::: Records provided
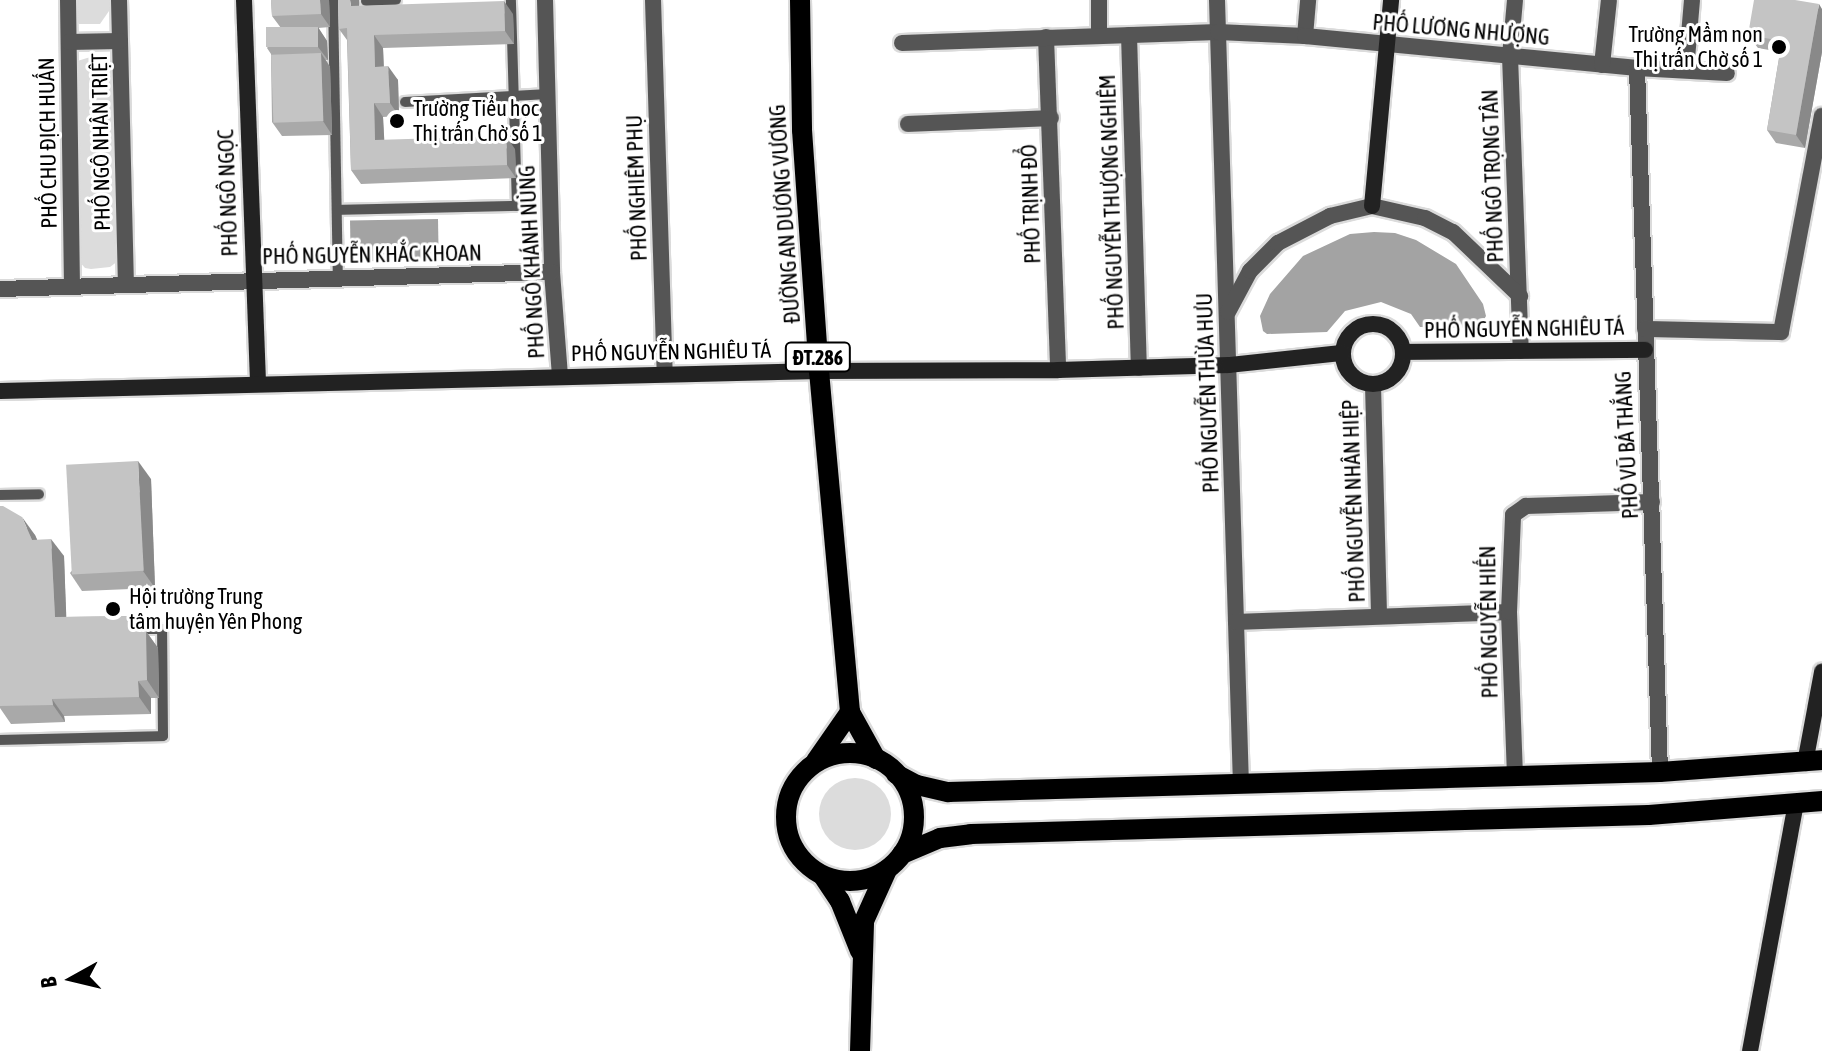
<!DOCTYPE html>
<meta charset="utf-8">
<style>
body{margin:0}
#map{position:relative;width:1822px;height:1051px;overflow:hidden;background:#fff;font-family:"Asap Condensed",sans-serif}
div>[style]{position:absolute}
.green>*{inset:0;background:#dcdcdc}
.round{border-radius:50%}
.water>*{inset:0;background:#a3a3a3;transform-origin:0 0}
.roads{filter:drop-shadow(2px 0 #dbdbdb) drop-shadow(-2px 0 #dbdbdb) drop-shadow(0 2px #dbdbdb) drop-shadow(0 -2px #dbdbdb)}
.lane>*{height:10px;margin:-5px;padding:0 5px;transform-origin:5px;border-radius:5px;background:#555}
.street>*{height:16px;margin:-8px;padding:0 8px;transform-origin:8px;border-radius:8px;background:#555}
.secondary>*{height:16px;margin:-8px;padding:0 8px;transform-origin:8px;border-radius:8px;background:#222}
.secondary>.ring{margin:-8px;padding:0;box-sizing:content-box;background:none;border:16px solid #222;border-radius:50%}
.primary>*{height:20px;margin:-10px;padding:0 10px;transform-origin:10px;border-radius:10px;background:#000}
.primary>.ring{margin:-10px;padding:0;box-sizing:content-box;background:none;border:20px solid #000;border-radius:50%}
.wall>*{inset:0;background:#a9a9a9}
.shaded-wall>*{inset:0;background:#898989}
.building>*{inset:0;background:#c4c4c4;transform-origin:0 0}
.dots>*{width:22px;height:22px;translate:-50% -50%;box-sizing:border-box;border:4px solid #fff;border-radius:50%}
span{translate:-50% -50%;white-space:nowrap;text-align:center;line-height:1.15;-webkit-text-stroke:6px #fff;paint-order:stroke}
.shield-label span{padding:2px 6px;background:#fff;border:2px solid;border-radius:6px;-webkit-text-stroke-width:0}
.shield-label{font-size:20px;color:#000;font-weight:700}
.street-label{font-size:22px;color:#000}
.poi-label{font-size:22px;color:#000}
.right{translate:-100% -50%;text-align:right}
.left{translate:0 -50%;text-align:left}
.north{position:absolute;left:32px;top:939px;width:80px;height:80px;-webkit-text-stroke:6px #fff;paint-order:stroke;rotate:262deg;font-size:22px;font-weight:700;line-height:32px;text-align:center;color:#000}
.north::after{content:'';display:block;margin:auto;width:28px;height:36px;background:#000;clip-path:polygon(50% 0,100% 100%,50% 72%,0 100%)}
</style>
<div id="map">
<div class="green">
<div style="clip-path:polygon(71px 0,109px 0,109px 11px,100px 24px,79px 24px,71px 17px)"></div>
<div style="clip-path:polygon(97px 55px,114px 69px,118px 261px,110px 267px,91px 269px,85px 268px,78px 260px,74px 62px)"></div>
<div class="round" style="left:819px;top:778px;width:72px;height:72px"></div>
</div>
<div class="water">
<div style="left:438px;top:219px;width:41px;height:88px;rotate:89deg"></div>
<div style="clip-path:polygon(1374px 232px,1395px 233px,1416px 240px,1456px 264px,1483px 304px,1486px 316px,1482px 323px,1477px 328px,1420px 327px,1411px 314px,1381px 302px,1345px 311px,1327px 332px,1267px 334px,1263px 331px,1260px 316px,1270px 294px,1303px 256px,1350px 234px)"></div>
</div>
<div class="roads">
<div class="lane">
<div style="left:333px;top:0;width:277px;rotate:89deg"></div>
<div style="left:366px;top:1px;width:30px;rotate:-2deg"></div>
<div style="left:405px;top:102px;width:143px;rotate:-3.2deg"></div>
<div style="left:337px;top:210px;width:180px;rotate:-1.3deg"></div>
<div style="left:517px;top:206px;width:206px;rotate:-91.7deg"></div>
<div style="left:0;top:495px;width:39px;rotate:-1deg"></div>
<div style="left:0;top:740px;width:163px;rotate:-1.4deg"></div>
<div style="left:163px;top:736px;width:107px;rotate:-90.5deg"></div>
<div style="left:162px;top:629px;width:31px;rotate:180deg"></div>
</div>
<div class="street">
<div style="left:68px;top:0;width:285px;rotate:89.2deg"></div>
<div style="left:119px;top:0;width:284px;rotate:88.6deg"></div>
<div style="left:545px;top:0;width:272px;rotate:88.5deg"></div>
<div style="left:552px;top:272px;width:105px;rotate:85.6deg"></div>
<div style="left:653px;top:0;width:374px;rotate:88.2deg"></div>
<div style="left:1217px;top:0;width:784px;rotate:88.25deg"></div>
<div style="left:1515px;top:0;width:56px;rotate:95.1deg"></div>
<div style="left:1510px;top:56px;width:295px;rotate:87.9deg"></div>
<div style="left:1099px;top:35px;width:35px;rotate:-90deg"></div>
<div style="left:1129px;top:35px;width:333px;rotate:88.3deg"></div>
<div style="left:1305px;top:36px;width:36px;rotate:-85deg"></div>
<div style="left:1046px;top:37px;width:333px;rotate:87.9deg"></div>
<div style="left:69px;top:42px;width:51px;rotate:-1.1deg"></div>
<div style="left:902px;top:43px;width:316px;rotate:-2deg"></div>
<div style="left:1218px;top:32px;width:87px;rotate:2.6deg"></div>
<div style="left:1305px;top:36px;width:334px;rotate:5.5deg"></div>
<div style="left:1637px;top:68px;width:90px;rotate:3.2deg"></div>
<div style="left:1602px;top:65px;width:65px;rotate:-83.9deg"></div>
<div style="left:1637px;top:68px;width:704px;rotate:88.13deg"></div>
<div style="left:1686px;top:70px;width:70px;rotate:-85.1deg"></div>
<div style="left:908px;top:124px;width:143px;rotate:-2.4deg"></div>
<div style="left:0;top:289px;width:552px;rotate:-1.76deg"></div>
<div style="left:1228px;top:312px;width:47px;rotate:-61.8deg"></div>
<div style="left:1250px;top:271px;width:40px;rotate:-45deg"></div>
<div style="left:1278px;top:243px;width:59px;rotate:-27.4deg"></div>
<div style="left:1330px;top:216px;width:43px;rotate:-13.4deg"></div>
<div style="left:1372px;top:206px;width:54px;rotate:12.8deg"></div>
<div style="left:1425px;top:218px;width:31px;rotate:27deg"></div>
<div style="left:1453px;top:232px;width:93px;rotate:43.7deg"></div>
<div style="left:1645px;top:329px;width:136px;rotate:1.3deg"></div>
<div style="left:1781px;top:332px;width:220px;rotate:-79.3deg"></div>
<div style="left:1373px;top:385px;width:231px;rotate:88.5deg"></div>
<div style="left:1236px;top:622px;width:273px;rotate:-2.1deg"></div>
<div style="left:1515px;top:776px;width:164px;rotate:-92.1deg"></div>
<div style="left:1509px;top:612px;width:97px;rotate:-87.6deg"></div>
<div style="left:1513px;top:515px;width:16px;rotate:-35deg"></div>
<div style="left:1526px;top:506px;width:126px;rotate:-1.8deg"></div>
</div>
<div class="secondary">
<div style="left:244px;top:0;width:384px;rotate:87.9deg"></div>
<div style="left:1372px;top:206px;width:207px;rotate:-84.7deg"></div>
<div class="ring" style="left:1343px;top:324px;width:44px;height:44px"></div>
<div style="left:1403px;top:352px;width:242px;rotate:-0.5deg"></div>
<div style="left:0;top:391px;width:819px;rotate:-1.4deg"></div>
<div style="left:819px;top:371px;width:239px;rotate:-0.2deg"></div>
<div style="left:1058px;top:370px;width:171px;rotate:-1.7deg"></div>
<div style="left:1229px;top:365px;width:114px;rotate:-6.1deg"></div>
<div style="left:1805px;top:763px;width:93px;rotate:-79.4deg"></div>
<div style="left:1750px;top:1051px;width:251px;rotate:-79.5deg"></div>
</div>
<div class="primary">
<div style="left:800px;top:0;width:130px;rotate:89.1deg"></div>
<div style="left:802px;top:130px;width:242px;rotate:86deg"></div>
<div style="left:819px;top:371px;width:342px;rotate:84.8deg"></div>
<div style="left:850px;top:712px;width:54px;rotate:61deg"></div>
<div class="ring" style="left:786px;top:753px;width:108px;height:108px"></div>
<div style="left:816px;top:761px;width:60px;rotate:-55.2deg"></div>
<div style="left:896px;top:774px;width:24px;rotate:28deg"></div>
<div style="left:917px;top:785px;width:32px;rotate:13deg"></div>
<div style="left:948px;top:792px;width:712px;rotate:-1.61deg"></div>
<div style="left:1660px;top:772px;width:162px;rotate:-4.2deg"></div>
<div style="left:902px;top:854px;width:41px;rotate:-22.8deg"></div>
<div style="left:940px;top:838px;width:31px;rotate:-7deg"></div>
<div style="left:971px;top:834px;width:678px;rotate:-1.61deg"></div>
<div style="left:1649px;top:815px;width:174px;rotate:-4.6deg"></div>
<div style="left:823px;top:876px;width:30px;rotate:56deg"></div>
<div style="left:840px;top:901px;width:54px;rotate:68.2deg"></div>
<div style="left:860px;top:1051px;width:130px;rotate:-88.2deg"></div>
<div style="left:864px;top:921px;width:56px;rotate:-65.7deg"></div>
</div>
</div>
<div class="wall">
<div style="clip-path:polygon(271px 0,329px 0,330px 27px,318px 28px,327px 41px,328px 60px,326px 60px,330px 67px,332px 135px,282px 136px,272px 122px,271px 54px,267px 48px,281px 28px,272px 16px)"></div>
<div style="clip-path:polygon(360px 6px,513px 14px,514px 44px,383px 48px,384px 67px,398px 80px,399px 116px,383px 117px,384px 140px,515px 149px,516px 178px,361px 184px,351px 170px,347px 40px,339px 29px)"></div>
<div style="clip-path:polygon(1822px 9px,1822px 52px,1805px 148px,1776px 143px,1767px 130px,1780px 52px,1758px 48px,1748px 35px)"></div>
<div style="clip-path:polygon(151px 479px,155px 588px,82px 591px,70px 573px)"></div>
<div style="clip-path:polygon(0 506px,35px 535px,37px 540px,64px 556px,66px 617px,135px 616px,158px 648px,159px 698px,151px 698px,151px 714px,64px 716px,65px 722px,11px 724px,0 708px)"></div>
</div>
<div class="shaded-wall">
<div style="clip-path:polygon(320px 0,329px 0,330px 27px,321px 14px)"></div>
<div style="clip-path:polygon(350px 0,359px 0,360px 19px,351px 6px)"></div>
<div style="clip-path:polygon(504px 1px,513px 14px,514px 44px,505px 31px)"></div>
<div style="clip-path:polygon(1819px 4px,1822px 9px,1822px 52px,1805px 148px,1796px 135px)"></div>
<div style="clip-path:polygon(318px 27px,327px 41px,328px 60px,318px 47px)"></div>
<div style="clip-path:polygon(374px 35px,383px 48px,384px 80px,375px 67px)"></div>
<div style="clip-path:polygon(321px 53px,330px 67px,332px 135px,323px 121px)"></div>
<div style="clip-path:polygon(388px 66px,398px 80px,399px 116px,390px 103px)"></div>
<div style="clip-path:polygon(374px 103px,383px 117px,385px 153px,375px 140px)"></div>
<div style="clip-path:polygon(506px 136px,515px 149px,516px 178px,507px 165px)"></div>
<div style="clip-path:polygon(138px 461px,151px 479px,155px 588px,143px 571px)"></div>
<div style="clip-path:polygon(22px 517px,35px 535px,45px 557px,32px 540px)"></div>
<div style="clip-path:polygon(51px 539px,64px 556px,67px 635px,55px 617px)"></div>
<div style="clip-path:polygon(135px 616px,158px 648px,159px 698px,147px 680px,136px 630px)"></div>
<div style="clip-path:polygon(138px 681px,151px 698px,151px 714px,139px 697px)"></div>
<div style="clip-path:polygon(52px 699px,64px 716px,65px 722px,53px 705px)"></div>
</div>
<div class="building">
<div style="clip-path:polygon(271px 0,320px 0,321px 14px,272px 16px)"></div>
<div style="clip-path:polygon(338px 0,350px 0,351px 6px,504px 1px,505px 31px,374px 35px,375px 67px,388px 66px,390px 103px,374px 103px,375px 140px,506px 136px,507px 165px,351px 170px,347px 28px,339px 29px)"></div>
<div style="clip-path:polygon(1754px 0,1795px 0,1819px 4px,1796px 135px,1767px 130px,1782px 41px,1748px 35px)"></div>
<div style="left:318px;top:27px;width:20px;height:52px;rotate:90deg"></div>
<div style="left:321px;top:53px;width:68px;height:50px;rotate:88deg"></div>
<div style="left:138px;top:461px;width:110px;height:72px;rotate:87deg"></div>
<div style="clip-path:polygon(0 506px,3px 506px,22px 517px,32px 540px,51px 539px,55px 617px,135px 616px,136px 630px,146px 630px,147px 680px,138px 681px,139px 697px,52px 699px,53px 705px,0 706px)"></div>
</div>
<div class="dots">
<div style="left:1779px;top:47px;background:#000"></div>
<div style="left:397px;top:121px;background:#000"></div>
<div style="left:113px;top:609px;background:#000"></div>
</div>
<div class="shield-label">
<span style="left:818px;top:357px">ĐT.286</span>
</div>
<div class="street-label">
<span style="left:1461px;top:30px;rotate:5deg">PHỐ LƯƠNG NHƯỢNG</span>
<span style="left:101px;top:142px;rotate:-91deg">PHỐ NGÔ NHÂN TRIỆT</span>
<span style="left:48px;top:143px;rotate:-91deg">PHỐ CHU ĐỊCH HUẤN</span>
<span style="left:1493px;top:176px;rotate:-92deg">PHỐ NGÔ TRỌNG TÂN</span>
<span style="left:637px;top:188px;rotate:-92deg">PHỐ NGHIÊM PHỤ</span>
<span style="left:228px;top:193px;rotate:-92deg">PHỐ NGÔ NGỌC</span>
<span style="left:1112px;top:202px;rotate:-92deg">PHỐ NGUYỄN THƯỢNG NGHIÊM</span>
<span style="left:1031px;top:204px;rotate:-92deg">PHỐ TRỊNH ĐỔ</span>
<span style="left:785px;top:214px;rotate:-94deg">ĐƯỜNG AN DƯƠNG VƯƠNG</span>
<span style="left:372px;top:255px;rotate:-1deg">PHỐ NGUYỄN KHẮC KHOAN</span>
<span style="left:532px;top:262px;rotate:-93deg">PHỐ NGÔ KHÁNH NÙNG</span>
<span style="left:1524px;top:329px;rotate:-1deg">PHỐ NGUYỄN NGHIÊU TÁ</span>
<span style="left:671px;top:352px;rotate:-1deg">PHỐ NGUYỄN NGHIÊU TÁ</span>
<span style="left:1208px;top:393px;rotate:-92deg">PHỐ NGUYỄN THỪA HƯU</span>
<span style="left:1627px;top:445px;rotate:-93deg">PHỐ VŨ BÁ THẮNG</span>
<span style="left:1354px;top:501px;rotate:-92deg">PHỐ NGUYỄN NHÂN HIỆP</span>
<span style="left:1489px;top:622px;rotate:-91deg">PHỐ NGUYỄN HIẾN</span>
</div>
<div class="poi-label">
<span class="right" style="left:1763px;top:47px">Trường Mầm non<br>Thị trấn Chờ số 1</span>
<span class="left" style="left:413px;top:121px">Trường Tiểu học<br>Thị trấn Chờ số 1</span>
<span class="left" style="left:129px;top:609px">Hội trường Trung<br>tâm huyện Yên Phong</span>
</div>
<div class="north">B</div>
</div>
::::::
Your objective: Which lines above hold the string "roads"? Show each of them.

Task answer:
.roads{filter:drop-shadow(2px 0 #dbdbdb) drop-shadow(-2px 0 #dbdbdb) drop-shadow(0 2px #dbdbdb) drop-shadow(0 -2px #dbdbdb)}
<div class="roads">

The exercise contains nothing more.